Prometheus Version | Recommended Puppet Module Version |
---|---|
>= 0.16.2 | latest |
node_exporter >= 0.15.0 consul_exporter >= 0.3.0
This module automates the install and configuration of Prometheus monitoring tool: Prometheus web site
- Installs the prometheus daemon, alertmanager or exporters(via url or package)
- The package method was implemented, but currently there isn't any package for prometheus
- Optionally installs a user to run it under (per exporter)
- Installs a configuration file for prometheus daemon (/etc/prometheus/prometheus.yaml) or for alertmanager (/etc/prometheus/alert.rules)
- Manages the services via upstart, sysv, or systemd
- Optionally creates alert rules
- The following exporters are currently implemented: node_exporter, statsd_exporter, process_exporter, haproxy_exporter, mysqld_exporter, blackbox_exporter, consul_exporter
To set up a prometheus daemon: On the server (for prometheus version < 1.0.0):
class { '::prometheus':
global_config => { 'scrape_interval'=> '15s', 'evaluation_interval'=> '15s', 'external_labels'=> { 'monitor'=>'master'}},
rule_files => [ "/etc/prometheus/alert.rules" ],
scrape_configs => [
{ 'job_name'=> 'prometheus',
'scrape_interval'=> '10s',
'scrape_timeout' => '10s',
'target_groups' => [
{ 'targets' => [ 'localhost:9090' ],
'labels' => { 'alias'=> 'Prometheus'}
}
]
}
]
}
On the server (for prometheus version >= 1.0.0):
class { 'prometheus':
version => '1.0.0',
scrape_configs => [ {'job_name'=>'prometheus','scrape_interval'=> '30s','scrape_timeout'=>'30s','static_configs'=> [{'targets'=>['localhost:9090'], 'labels'=> { 'alias'=>'Prometheus'}}]}],
extra_options => '-alertmanager.url http://localhost:9093 -web.console.templates=/opt/prometheus-1.0.0.linux-amd64/consoles -web.console.libraries=/opt/prometheus-1.0.0.linux-amd64/console_libraries',
localstorage => '/prometheus/prometheus',
}
or simply:
include ::prometheus
To add alert rules, add the following to the class prometheus in case you are using prometheus < 2.0:
alerts => [{ 'name' => 'InstanceDown', 'condition' => 'up == 0', 'timeduration' => '5m', labels => [{ 'name' => 'severity', 'content' => 'page'}], 'annotations' => [{ 'name' => 'summary', content => 'Instance {{ $labels.instance }} down'}, {'name' => 'description', content => '{{ $labels.instance }} of job {{ $labels.job }} has been down for more than 5 minutes.' }]}]
or in hiera:
alertrules:
-
name: 'InstanceDown'
condition: 'up == 0'
timeduration: '5m'
labels:
-
name: 'severity'
content: 'critical'
annotations:
-
name: 'summary'
content: 'Instance {{ $labels.instance }} down'
-
name: 'description'
content: '{{ $labels.instance }} of job {{ $labels.job }} has been down for more than 5 minutes.'
When using prometheus >= 2.0, we use the new yaml format (https://prometheus.io/docs/prometheus/2.0/migration/#recording-rules-and-alerts) configuration
alerts:
groups:
- name: alert.rules
rules:
- alert: 'InstanceDown'
expr: 'up == 0'
for: '5m'
labels:
'severity': 'page'
annotations:
'summary': 'Instance {{ $labels.instance }} down'
'description': '{{ $labels.instance }} of job {{ $labels.job }} has been down for more than 5 minutes.'
On the monitored nodes:
include prometheus::node_exporter
or:
class { 'prometheus::node_exporter':
version => '0.12.0',
collectors_disable => ['loadavg','mdadm' ],
extra_options => '--collector.ntp.server ntp1.orange.intra',
}
For more information regarding class parameters please take a look at class docstring.
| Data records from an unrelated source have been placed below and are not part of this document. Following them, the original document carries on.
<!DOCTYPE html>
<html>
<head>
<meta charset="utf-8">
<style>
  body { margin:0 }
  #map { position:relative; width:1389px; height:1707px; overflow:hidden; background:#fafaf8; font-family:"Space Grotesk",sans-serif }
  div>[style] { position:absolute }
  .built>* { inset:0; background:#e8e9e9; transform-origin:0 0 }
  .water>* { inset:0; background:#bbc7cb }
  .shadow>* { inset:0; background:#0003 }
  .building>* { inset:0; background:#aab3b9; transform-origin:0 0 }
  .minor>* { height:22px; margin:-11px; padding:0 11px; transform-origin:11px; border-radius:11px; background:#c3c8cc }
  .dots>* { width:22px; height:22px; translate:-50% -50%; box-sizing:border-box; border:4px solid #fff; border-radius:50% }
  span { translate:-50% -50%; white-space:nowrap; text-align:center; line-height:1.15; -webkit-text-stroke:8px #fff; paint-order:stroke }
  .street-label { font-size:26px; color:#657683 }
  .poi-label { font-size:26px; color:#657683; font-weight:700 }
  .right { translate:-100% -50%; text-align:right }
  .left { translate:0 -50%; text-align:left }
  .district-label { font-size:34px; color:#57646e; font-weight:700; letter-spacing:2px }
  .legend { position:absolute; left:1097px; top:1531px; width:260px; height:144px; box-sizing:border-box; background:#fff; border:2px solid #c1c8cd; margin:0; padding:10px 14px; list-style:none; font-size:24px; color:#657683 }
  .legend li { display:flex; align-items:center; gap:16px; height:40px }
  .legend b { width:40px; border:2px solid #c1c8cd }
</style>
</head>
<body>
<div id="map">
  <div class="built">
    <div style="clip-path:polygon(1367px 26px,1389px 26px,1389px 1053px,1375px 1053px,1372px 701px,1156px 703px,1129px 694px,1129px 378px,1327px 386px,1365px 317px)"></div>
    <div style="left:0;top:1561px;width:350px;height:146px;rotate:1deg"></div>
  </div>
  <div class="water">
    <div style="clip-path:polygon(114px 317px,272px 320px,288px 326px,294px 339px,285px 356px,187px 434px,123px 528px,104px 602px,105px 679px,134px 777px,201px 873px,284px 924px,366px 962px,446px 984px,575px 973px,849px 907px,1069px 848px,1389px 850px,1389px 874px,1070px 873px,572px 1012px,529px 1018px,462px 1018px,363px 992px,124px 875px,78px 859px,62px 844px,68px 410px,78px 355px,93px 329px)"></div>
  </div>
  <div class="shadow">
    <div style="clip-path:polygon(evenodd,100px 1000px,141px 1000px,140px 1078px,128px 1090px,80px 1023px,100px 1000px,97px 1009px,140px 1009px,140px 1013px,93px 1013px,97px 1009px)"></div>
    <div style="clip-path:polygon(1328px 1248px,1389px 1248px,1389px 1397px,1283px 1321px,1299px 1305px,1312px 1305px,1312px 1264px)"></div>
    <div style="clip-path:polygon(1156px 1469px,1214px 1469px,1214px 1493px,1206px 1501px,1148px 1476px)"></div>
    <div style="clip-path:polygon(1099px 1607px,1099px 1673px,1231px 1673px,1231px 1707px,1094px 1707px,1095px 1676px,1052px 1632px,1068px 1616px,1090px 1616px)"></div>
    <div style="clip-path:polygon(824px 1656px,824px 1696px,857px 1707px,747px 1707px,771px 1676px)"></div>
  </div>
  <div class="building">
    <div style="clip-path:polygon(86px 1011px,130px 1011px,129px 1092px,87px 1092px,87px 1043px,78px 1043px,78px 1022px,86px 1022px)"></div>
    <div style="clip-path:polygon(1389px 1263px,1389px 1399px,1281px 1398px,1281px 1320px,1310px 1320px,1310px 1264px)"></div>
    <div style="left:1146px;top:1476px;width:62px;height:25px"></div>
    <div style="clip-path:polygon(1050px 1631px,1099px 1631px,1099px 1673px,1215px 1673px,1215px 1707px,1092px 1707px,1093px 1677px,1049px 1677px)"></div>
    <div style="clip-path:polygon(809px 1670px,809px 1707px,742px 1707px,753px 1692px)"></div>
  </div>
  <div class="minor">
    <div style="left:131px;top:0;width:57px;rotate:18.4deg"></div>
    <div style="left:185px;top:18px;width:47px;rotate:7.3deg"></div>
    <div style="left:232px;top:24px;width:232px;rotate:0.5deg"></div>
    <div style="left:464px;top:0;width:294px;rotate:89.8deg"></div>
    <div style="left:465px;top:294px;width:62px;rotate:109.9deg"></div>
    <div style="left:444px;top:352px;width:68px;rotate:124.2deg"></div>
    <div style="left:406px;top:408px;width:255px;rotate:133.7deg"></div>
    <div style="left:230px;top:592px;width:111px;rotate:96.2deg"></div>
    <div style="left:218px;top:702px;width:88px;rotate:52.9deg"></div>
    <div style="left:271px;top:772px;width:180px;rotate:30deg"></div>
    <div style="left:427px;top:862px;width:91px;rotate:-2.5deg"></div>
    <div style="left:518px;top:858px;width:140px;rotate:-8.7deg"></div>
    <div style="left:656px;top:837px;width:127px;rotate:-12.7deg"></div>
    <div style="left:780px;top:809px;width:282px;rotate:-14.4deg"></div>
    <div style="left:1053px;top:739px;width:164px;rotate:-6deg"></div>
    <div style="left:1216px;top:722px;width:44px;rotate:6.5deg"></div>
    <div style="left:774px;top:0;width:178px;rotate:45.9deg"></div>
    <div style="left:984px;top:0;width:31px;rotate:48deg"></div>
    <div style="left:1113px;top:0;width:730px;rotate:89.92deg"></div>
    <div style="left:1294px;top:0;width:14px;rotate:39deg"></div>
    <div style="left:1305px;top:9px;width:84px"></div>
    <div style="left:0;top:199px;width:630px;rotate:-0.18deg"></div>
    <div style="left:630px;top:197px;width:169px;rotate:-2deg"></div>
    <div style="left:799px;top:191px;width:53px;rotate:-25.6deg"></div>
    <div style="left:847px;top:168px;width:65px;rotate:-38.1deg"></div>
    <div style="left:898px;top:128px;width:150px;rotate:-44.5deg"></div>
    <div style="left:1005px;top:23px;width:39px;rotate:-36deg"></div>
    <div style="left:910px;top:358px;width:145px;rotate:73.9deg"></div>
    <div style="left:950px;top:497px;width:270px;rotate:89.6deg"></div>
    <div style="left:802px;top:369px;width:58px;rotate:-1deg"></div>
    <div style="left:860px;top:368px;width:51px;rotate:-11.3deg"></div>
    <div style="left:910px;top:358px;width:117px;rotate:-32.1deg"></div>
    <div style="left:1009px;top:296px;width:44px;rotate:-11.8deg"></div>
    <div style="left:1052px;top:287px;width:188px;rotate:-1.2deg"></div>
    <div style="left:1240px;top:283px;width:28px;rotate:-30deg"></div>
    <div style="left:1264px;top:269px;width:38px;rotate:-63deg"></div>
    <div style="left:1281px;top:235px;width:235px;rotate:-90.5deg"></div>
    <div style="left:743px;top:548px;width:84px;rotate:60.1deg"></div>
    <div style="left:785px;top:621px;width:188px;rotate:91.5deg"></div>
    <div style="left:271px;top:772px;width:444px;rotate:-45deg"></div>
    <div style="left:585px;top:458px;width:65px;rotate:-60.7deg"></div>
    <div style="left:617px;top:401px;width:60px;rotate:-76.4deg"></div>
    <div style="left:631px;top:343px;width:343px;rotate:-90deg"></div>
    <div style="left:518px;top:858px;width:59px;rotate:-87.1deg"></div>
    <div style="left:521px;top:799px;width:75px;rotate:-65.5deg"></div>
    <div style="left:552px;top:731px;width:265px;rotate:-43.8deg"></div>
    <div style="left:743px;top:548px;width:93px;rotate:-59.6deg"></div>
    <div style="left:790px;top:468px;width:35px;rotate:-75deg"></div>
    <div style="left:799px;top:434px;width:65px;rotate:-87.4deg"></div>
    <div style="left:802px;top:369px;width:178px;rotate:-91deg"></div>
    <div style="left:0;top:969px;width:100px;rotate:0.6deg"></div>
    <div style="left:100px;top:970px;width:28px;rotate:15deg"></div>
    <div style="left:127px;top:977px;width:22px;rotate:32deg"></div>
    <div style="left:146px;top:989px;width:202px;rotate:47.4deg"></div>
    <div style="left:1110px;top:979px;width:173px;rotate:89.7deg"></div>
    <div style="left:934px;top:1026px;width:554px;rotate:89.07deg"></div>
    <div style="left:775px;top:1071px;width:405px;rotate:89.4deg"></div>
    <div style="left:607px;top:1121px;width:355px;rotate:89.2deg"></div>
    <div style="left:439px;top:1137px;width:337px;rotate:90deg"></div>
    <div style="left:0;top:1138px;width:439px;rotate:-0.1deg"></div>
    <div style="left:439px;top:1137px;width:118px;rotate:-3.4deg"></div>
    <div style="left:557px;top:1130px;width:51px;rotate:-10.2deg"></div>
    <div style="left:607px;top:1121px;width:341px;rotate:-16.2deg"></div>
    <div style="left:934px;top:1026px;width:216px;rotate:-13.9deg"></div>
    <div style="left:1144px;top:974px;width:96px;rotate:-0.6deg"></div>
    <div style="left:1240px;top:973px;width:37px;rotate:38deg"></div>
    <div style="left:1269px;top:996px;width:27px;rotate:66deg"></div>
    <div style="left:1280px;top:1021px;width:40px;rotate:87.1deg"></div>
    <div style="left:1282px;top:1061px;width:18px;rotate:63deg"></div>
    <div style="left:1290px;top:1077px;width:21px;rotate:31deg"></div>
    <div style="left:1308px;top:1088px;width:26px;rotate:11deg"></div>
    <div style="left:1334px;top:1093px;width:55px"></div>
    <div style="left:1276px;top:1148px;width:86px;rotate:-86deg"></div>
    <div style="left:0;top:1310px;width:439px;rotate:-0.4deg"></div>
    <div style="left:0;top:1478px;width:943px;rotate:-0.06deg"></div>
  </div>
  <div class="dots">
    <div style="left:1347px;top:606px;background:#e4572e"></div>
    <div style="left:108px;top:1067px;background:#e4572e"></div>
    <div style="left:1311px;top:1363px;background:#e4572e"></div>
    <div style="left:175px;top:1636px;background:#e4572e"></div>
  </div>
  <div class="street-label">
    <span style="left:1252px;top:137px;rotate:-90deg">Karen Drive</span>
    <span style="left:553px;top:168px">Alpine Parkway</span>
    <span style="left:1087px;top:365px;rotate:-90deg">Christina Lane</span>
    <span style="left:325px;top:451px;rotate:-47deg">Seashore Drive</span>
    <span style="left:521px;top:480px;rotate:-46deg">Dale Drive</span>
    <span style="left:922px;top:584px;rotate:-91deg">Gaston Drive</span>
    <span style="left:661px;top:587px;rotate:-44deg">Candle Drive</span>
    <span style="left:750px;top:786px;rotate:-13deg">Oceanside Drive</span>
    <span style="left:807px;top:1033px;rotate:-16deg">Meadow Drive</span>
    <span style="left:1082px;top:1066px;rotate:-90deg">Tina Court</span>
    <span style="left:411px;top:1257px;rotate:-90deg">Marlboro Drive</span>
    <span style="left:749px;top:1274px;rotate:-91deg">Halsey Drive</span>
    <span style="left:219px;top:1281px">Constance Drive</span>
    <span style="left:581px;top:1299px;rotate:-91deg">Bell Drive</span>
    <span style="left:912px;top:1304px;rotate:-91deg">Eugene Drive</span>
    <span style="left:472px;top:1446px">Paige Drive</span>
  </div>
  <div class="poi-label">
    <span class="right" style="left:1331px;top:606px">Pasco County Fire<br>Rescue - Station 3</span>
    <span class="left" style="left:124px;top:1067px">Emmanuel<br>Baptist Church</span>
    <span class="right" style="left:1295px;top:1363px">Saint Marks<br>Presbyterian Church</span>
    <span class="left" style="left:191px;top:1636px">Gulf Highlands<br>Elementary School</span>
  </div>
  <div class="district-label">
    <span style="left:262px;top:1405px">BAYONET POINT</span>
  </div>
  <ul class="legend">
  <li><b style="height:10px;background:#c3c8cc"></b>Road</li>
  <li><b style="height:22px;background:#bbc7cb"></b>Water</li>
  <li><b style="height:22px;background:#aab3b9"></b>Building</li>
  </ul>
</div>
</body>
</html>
In version 0.1.14 of this module the alertmanager was configured to run as the service alert_manager
. This has been changed in version 0.2.00 to be alertmanager
.
Do not use version 1.0.0 of Prometheus: https://groups.google.com/forum/#!topic/prometheus-developers/vuSIxxUDff8 ; it does break the compatibility with thus module!
Even if the module has templates for several linux distributions, only RH family distributions were tested.